The answer is every line of the records that holds the word "serif", copied in full.

──────────

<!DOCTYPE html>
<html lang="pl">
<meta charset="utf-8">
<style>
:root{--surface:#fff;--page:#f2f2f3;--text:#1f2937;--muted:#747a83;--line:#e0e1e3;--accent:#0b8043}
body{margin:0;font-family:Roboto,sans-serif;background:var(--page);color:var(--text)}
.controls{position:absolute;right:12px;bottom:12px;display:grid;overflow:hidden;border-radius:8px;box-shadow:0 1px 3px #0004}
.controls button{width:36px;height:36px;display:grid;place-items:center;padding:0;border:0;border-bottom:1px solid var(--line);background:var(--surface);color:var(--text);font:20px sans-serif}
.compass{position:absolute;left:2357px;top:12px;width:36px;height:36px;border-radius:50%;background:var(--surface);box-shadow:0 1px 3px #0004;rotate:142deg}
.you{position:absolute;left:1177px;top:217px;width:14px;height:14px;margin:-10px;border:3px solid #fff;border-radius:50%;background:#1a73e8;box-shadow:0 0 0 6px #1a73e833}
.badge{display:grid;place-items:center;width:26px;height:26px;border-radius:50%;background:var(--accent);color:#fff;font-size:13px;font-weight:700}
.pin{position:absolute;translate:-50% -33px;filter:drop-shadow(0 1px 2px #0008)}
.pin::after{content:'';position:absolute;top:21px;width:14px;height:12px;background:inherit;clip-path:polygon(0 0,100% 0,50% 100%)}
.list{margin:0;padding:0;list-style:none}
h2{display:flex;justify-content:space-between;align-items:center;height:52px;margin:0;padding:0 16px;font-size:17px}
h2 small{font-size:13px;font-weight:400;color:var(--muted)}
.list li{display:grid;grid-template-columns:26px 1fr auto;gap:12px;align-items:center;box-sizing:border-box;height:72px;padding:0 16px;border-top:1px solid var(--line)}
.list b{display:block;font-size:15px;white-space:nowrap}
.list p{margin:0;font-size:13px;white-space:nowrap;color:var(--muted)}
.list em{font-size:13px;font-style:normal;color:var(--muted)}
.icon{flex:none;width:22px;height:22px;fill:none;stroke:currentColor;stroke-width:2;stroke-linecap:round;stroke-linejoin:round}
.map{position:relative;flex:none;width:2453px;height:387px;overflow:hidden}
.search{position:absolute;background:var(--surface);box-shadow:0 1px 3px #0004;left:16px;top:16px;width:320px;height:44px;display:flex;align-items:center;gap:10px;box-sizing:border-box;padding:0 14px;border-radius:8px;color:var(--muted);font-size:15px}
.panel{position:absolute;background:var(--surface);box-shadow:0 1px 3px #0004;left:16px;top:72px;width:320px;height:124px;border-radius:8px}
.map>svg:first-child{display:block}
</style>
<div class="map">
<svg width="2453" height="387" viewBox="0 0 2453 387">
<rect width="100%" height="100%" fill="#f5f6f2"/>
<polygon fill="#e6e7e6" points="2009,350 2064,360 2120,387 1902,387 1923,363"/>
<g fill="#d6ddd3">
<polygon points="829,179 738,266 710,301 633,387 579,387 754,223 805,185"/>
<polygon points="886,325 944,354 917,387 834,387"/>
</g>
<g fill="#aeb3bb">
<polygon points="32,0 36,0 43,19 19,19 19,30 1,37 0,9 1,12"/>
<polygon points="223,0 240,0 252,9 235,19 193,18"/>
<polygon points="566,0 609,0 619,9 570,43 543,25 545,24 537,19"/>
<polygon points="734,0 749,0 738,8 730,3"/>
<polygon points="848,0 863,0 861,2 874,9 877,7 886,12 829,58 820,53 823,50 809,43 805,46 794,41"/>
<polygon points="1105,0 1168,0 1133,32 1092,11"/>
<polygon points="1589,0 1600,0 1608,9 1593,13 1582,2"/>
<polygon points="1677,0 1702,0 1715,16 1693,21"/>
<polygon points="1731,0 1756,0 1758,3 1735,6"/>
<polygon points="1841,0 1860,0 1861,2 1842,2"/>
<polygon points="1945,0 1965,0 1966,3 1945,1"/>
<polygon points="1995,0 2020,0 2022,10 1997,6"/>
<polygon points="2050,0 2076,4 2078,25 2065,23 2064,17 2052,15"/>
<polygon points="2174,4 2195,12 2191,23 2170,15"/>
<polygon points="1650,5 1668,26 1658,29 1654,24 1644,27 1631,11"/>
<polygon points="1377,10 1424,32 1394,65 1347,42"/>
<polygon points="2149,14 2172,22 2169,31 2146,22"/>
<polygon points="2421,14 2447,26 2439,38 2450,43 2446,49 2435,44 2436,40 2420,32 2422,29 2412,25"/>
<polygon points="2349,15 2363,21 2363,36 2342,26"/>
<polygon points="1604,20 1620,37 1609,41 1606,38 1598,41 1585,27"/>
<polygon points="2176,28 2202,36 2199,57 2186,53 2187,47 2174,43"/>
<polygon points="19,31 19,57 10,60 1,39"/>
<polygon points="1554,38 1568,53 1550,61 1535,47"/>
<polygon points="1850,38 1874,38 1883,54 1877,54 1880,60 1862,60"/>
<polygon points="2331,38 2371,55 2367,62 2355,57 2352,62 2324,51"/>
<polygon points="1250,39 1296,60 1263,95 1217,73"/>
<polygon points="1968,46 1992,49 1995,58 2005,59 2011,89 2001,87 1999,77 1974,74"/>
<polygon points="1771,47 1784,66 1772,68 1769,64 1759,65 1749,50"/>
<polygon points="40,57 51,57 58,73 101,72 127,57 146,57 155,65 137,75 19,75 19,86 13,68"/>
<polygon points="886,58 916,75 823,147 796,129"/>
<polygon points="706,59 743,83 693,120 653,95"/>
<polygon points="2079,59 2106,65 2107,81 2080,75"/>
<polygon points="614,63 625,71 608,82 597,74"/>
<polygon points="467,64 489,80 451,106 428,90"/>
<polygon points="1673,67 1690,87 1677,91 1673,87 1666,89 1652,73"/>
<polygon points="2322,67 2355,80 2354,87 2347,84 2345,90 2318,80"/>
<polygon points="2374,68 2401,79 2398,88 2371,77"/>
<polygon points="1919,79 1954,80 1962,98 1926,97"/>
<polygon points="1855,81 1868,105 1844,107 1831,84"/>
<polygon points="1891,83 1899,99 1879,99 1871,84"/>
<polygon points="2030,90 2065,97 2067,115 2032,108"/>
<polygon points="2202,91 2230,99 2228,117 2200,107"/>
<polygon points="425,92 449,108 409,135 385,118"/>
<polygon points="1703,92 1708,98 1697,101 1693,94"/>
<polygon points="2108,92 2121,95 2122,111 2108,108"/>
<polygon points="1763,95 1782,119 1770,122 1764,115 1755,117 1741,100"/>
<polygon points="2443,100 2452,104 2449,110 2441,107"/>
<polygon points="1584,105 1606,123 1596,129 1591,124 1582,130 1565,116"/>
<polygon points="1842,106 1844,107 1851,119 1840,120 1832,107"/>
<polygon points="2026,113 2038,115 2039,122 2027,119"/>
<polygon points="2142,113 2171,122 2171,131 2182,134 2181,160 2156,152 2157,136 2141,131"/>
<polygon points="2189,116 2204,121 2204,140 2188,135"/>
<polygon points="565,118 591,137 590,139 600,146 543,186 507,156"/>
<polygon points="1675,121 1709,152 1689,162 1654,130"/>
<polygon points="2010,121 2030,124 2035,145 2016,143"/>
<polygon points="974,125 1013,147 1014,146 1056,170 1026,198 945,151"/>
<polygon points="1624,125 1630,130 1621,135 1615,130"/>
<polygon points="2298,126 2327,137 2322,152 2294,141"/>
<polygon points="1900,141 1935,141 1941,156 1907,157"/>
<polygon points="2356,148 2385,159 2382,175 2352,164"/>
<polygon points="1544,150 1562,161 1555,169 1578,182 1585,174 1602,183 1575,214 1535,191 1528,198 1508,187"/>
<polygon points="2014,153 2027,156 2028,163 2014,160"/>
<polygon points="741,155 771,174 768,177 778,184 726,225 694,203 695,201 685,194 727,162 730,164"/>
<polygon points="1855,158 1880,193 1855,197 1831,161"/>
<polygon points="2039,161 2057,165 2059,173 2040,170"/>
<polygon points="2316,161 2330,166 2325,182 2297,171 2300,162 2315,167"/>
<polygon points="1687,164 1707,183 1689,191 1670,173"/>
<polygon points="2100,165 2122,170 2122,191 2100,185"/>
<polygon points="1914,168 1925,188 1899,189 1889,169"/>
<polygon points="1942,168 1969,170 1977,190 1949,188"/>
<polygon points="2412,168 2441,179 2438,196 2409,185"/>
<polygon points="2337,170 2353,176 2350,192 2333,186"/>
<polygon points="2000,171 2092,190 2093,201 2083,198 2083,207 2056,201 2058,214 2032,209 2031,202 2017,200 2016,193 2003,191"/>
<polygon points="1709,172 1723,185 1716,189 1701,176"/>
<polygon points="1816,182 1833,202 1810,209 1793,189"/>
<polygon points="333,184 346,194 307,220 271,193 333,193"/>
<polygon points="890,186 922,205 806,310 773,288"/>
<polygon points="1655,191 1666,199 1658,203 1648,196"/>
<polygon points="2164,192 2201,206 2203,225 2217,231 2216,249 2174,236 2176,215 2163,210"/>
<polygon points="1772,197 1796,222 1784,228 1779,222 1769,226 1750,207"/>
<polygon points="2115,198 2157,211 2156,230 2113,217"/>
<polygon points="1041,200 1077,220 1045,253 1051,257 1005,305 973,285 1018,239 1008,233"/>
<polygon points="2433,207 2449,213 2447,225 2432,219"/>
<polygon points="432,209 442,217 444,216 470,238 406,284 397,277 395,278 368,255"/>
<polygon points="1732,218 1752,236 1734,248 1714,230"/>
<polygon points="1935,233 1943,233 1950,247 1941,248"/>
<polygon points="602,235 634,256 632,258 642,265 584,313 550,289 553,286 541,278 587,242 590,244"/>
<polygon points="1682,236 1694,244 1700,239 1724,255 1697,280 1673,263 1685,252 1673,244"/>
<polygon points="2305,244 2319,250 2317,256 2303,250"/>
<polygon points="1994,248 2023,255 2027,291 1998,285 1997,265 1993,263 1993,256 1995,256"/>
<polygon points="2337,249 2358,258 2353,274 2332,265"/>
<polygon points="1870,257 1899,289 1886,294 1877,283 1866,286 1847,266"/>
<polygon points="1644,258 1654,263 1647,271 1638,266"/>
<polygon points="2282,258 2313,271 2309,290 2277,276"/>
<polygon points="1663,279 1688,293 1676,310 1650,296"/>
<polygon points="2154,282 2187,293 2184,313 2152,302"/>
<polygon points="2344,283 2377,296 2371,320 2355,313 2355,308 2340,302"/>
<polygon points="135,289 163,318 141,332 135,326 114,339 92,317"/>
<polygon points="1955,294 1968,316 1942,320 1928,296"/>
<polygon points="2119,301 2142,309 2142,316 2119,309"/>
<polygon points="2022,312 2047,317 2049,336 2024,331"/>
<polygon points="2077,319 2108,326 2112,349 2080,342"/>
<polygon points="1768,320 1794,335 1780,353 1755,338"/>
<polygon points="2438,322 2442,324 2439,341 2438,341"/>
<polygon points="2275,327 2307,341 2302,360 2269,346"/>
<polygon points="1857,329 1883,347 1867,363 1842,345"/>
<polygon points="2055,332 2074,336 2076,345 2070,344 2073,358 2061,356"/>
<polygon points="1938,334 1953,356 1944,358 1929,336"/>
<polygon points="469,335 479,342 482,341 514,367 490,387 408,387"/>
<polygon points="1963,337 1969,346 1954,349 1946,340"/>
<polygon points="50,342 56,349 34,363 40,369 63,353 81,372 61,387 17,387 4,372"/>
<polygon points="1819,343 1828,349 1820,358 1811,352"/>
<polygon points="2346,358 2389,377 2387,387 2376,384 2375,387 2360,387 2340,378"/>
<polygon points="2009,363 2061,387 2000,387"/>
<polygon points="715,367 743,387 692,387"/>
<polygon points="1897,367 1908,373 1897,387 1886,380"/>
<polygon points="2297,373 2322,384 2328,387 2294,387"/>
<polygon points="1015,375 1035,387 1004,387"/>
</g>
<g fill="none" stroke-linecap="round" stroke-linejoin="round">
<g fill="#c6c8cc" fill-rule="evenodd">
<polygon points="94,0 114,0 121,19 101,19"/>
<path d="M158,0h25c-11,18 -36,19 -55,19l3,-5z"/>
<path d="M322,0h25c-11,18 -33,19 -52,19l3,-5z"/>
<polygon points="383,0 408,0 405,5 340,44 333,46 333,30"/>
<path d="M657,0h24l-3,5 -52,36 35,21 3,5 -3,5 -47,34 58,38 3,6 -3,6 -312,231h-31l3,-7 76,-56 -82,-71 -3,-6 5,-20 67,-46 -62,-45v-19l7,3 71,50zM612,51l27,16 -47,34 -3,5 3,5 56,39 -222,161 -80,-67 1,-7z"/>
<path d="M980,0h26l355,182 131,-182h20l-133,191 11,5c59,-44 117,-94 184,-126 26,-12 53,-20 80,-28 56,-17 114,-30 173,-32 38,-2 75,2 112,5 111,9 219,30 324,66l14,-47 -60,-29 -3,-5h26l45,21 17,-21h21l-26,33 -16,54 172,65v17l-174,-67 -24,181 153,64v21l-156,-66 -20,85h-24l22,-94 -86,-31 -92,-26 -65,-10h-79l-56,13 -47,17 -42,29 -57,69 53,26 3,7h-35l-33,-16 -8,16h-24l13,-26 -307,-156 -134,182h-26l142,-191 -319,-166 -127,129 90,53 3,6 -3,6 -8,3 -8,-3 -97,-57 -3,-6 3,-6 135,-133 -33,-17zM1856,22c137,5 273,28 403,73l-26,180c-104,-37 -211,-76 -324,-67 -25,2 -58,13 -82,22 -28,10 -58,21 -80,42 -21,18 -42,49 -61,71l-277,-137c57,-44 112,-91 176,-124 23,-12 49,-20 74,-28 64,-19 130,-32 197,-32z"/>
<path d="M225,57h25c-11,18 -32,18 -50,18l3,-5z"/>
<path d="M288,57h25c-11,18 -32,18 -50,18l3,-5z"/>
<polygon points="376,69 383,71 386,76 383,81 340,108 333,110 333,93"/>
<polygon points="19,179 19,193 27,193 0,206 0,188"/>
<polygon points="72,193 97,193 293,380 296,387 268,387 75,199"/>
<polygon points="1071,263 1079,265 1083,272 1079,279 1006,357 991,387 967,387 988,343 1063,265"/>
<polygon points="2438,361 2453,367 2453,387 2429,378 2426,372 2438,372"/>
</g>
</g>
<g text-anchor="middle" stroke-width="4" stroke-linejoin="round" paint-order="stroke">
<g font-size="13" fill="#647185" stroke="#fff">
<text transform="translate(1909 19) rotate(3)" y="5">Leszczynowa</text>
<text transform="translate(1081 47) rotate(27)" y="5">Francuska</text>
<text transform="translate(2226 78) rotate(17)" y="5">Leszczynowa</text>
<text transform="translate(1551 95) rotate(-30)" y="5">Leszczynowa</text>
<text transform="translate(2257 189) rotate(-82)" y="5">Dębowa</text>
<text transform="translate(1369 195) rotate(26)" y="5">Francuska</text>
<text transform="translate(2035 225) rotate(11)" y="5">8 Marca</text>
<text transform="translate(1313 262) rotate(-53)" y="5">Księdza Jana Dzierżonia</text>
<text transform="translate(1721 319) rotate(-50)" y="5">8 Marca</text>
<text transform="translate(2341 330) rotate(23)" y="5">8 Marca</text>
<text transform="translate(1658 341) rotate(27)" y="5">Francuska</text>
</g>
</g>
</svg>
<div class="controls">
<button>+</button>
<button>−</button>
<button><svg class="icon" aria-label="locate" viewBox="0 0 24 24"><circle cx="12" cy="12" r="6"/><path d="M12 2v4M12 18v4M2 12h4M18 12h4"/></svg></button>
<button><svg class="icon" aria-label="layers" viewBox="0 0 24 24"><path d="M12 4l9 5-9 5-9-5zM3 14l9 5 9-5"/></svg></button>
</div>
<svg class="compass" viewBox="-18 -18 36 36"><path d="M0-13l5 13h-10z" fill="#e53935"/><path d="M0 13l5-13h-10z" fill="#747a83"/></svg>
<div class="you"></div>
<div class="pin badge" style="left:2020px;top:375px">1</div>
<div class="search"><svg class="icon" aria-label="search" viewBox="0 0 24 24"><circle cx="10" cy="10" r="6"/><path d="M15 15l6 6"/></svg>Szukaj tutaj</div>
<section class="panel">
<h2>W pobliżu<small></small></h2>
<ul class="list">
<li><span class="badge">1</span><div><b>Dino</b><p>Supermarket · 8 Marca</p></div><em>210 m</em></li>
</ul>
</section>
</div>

──────────

### Result of the task
body{margin:0;font-family:Roboto,sans-serif;background:var(--page);color:var(--text)}
.controls button{width:36px;height:36px;display:grid;place-items:center;padding:0;border:0;border-bottom:1px solid var(--line);background:var(--surface);color:var(--text);font:20px sans-serif}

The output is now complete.